Items from a data source
++++++
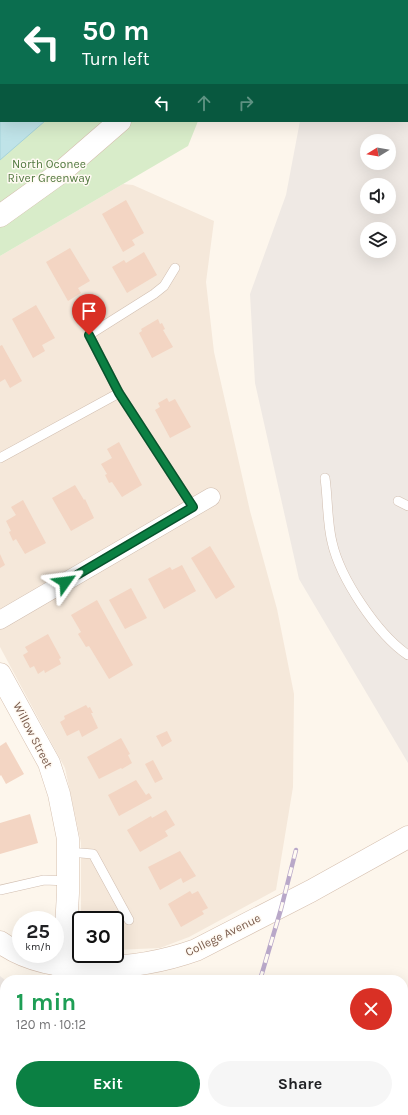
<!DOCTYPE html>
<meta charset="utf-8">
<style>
:root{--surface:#fff;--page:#f6f6f6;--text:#202124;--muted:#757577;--accent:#0b8043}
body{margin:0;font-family:Karla,sans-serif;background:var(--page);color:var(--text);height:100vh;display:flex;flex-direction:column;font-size:15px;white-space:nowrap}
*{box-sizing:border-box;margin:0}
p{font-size:13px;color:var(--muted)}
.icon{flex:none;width:22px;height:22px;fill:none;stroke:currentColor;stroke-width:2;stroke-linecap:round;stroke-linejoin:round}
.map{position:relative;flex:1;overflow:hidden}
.side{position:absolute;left:0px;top:975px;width:408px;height:140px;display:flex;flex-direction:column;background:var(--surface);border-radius:16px 16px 0 0;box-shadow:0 4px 16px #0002}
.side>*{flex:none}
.banner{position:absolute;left:0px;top:0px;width:408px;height:122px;box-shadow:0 4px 16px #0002;background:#0b6e4f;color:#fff;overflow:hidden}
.needle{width:26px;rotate:259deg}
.controls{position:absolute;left:360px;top:134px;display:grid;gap:8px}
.controls a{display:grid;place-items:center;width:36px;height:36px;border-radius:50%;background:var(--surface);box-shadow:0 4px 16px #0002;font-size:20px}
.speed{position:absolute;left:12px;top:911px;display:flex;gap:8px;font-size:20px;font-weight:700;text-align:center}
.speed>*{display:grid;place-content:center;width:52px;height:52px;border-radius:50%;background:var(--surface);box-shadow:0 4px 16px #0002;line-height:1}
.speed small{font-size:10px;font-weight:400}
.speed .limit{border:2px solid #111;border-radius:6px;background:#fff;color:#111}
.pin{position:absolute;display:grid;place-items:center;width:34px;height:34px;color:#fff;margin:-41px -17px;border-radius:50% 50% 50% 0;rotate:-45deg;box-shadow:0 0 4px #0007}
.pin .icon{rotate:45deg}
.me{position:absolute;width:44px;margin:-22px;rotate:59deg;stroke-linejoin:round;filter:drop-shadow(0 0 3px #0008)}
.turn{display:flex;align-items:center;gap:14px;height:84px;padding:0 16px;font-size:18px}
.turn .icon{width:52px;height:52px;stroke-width:2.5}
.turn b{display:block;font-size:28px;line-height:34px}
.lanes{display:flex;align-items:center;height:38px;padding:0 16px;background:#0003;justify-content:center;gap:20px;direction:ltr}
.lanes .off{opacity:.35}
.round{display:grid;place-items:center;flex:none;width:42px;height:42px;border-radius:21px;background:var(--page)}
.overview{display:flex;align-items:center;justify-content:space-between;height:68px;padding:0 16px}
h1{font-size:24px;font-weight:700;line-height:30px;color:#1e9e55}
.primary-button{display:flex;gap:8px;margin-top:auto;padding:8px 16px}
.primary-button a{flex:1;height:46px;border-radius:24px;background:var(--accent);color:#fff;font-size:16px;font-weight:700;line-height:46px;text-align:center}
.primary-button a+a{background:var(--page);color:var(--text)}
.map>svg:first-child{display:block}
.residential{fill:#f5e8da}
.industrial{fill:#efe9e4;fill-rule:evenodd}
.green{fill:#d8ecc9}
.water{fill:#bfe3e8;stroke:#a5d3da}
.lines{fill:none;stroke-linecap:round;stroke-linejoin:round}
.stream{stroke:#a5d3da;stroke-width:5.5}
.building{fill:#f3d5c3}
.lane-casing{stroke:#d1beb0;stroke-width:10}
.street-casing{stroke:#d1beb0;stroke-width:19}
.secondary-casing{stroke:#d6c0b0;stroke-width:23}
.lane{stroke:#fff;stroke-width:9}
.street{stroke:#fff;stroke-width:18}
.secondary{stroke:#fff;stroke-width:22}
.rail-casing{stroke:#b9a8c9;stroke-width:4.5}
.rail{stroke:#fffaf3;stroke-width:3;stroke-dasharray:9;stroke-linecap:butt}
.route-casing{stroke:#07532c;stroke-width:10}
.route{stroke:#0b8043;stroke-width:7}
.labels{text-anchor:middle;stroke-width:3;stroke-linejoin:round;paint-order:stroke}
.park-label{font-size:12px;fill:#537a41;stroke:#fffaf3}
.street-label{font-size:12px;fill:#7a5c4d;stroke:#fffaf3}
</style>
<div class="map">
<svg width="408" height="1115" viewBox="0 0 408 1115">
<rect width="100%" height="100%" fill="#fdf6ec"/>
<polygon class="residential" points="123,184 133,185 214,221 206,282 214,352 250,511 277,609 294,694 293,787 276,890 189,937 160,948 115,950 115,920 81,920 81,940 79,938 81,909 81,843 65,768 0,647 0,256"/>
<g class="industrial">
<path d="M326 0H408V763L299 579 255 383 250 294 286 195 300 121H407V1H326ZM367 141H389V163H367ZM367 185H389V207H367ZM367 229H389V251H367Z"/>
<polygon points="0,976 5,980 5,1092 0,1093"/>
</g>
<polygon class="green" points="0,0 263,0 1,1 1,121 198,121 188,146 0,256"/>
<polygon class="water" points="0,76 1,76 1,121 45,121 0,160"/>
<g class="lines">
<polyline class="stream" points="403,1048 408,1048"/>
</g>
<g class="building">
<polygon points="126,200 144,233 132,240 135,245 123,252 102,214"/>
<polygon points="70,248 90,281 78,288 81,293 68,301 46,262"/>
<polygon points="144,252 157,275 127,293 112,267 124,260 126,263"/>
<polygon points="36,305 55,338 42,345 45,351 33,358 12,319"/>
<polygon points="158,319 160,324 162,323 165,329 163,330 173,347 152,358 139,333 142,331 141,329"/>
<polygon points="2,345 22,381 10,388 5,379 0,382 0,346"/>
<polygon points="167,398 169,402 175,399 191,427 170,438 155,410 160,407 158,403"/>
<polygon points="119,442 142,485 122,497 112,482 109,483 105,475 107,474 101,464 112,458 107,449"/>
<polygon points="75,485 84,500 85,499 94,518 71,531 52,498"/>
<polygon points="23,500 46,543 25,554 16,539 13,541 9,532 11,531 6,521 16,515 11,507"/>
<polygon points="210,546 235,587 216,599 191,558"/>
<polygon points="0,554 5,565 0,568"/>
<polygon points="182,565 196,591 164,609 148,579 170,567 172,570"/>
<polygon points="131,588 147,618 125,629 109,600"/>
<polygon points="97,600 133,665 109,679 89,646 86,647 78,634 81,632 71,615"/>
<polygon points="48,634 61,658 59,659 61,664 45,673 44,670 38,674 34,666 30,668 23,655 28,652 25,647"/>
<polygon points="86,705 88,708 90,707 93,713 91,713 98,728 82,737 79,730 67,736 60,722 65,719 64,716"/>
<polygon points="167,731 172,741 162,747 156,736"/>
<polygon points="121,738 130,754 128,755 132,763 122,769 121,768 99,779 87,757"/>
<polygon points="6,742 24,774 6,784 1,775 0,776 0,746"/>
<polygon points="153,760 163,779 155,783 145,764"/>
<polygon points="136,780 146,795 149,793 152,798 119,816 108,795"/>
<polygon points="166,810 175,825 165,831 168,836 140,852 127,830 151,816 152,818"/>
<polygon points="30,814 38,843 0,854 0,823"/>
<polygon points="180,851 196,876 183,883 181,878 160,890 148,867"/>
<polygon points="190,891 192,894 198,891 208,908 202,911 204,914 181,927 168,904"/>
</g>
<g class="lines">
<defs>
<g id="lane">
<polyline points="175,268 164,286 154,294 89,335 119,393 193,507"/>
<polyline points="0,458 119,393"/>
<path d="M325 478C328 499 327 522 332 542 340 578 377 634 408 655"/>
<polyline points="398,501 408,506"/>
<polyline points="68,852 93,854 129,920"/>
<polyline points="0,890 44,880 68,881"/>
<polyline points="0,1050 5,1049"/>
</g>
<polyline id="street" points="0,620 211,497"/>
<g id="secondary">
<polyline points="198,1 198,0"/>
<polyline points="0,216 60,173 120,121"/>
<polyline points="0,674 49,763 59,794 68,839 68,893 63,980"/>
<path d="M0 942C50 979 140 970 196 950L311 891 408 837"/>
<polyline points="57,1115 57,1110"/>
</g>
</defs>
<use href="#lane" class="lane-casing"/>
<use href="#street" class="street-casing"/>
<use href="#secondary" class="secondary-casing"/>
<use href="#lane" class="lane"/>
<use href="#street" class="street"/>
<use href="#secondary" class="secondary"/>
<defs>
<g id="rail">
<polyline points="260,980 281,909 296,850"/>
<polyline points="193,1115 196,1110"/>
</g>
</defs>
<use href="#rail" class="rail-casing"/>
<use href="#rail" class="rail"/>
</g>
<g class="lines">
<defs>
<polyline id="route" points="65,582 193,507 119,393 89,335"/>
</defs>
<use href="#route" class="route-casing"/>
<use href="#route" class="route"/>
</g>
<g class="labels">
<g class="park-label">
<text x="49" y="168">North Oconee<tspan x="49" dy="14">River Greenway</tspan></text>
</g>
<g class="street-label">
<text transform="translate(33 735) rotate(63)" y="4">Willow Street</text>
<text transform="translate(223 935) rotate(-26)" y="4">College Avenue</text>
</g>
</g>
</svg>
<div class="controls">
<a><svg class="needle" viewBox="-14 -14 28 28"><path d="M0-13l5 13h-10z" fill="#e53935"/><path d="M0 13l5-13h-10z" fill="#757577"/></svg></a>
<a><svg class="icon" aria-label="sound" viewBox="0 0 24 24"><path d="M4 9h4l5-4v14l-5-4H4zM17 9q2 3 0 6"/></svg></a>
<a><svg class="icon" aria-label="layers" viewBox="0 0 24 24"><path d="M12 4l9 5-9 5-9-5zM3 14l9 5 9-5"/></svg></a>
</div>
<div class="speed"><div>25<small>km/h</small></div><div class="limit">30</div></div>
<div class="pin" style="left:89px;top:335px;background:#d93025"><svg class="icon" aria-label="arrive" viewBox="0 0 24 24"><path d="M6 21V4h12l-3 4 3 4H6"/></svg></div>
<svg class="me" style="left:65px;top:582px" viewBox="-20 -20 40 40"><path d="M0-17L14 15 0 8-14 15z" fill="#0b8043" stroke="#fff" stroke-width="4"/></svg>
<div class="banner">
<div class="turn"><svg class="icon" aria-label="left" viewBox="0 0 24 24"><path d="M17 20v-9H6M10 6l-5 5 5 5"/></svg><div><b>50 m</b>Turn left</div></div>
<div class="lanes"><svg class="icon" aria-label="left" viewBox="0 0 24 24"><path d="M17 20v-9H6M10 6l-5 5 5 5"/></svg><svg class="icon off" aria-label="ahead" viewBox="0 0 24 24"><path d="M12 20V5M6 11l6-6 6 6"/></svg><svg class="icon off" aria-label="right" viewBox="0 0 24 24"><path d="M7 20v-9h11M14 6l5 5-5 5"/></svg></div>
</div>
<section class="side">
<div class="overview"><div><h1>1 min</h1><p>120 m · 10:12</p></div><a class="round" style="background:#d93025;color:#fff"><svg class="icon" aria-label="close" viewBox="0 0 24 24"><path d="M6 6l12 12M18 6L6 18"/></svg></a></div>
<div class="primary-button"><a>Exit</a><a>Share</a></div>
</section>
</div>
++++++
-- What the task asks --
Return every line of the entries above that the string "speed" appears in.

-- Result of this exercise --
.speed{position:absolute;left:12px;top:911px;display:flex;gap:8px;font-size:20px;font-weight:700;text-align:center}
.speed>*{display:grid;place-content:center;width:52px;height:52px;border-radius:50%;background:var(--surface);box-shadow:0 4px 16px #0002;line-height:1}
.speed small{font-size:10px;font-weight:400}
.speed .limit{border:2px solid #111;border-radius:6px;background:#fff;color:#111}
<div class="speed"><div>25<small>km/h</small></div><div class="limit">30</div></div>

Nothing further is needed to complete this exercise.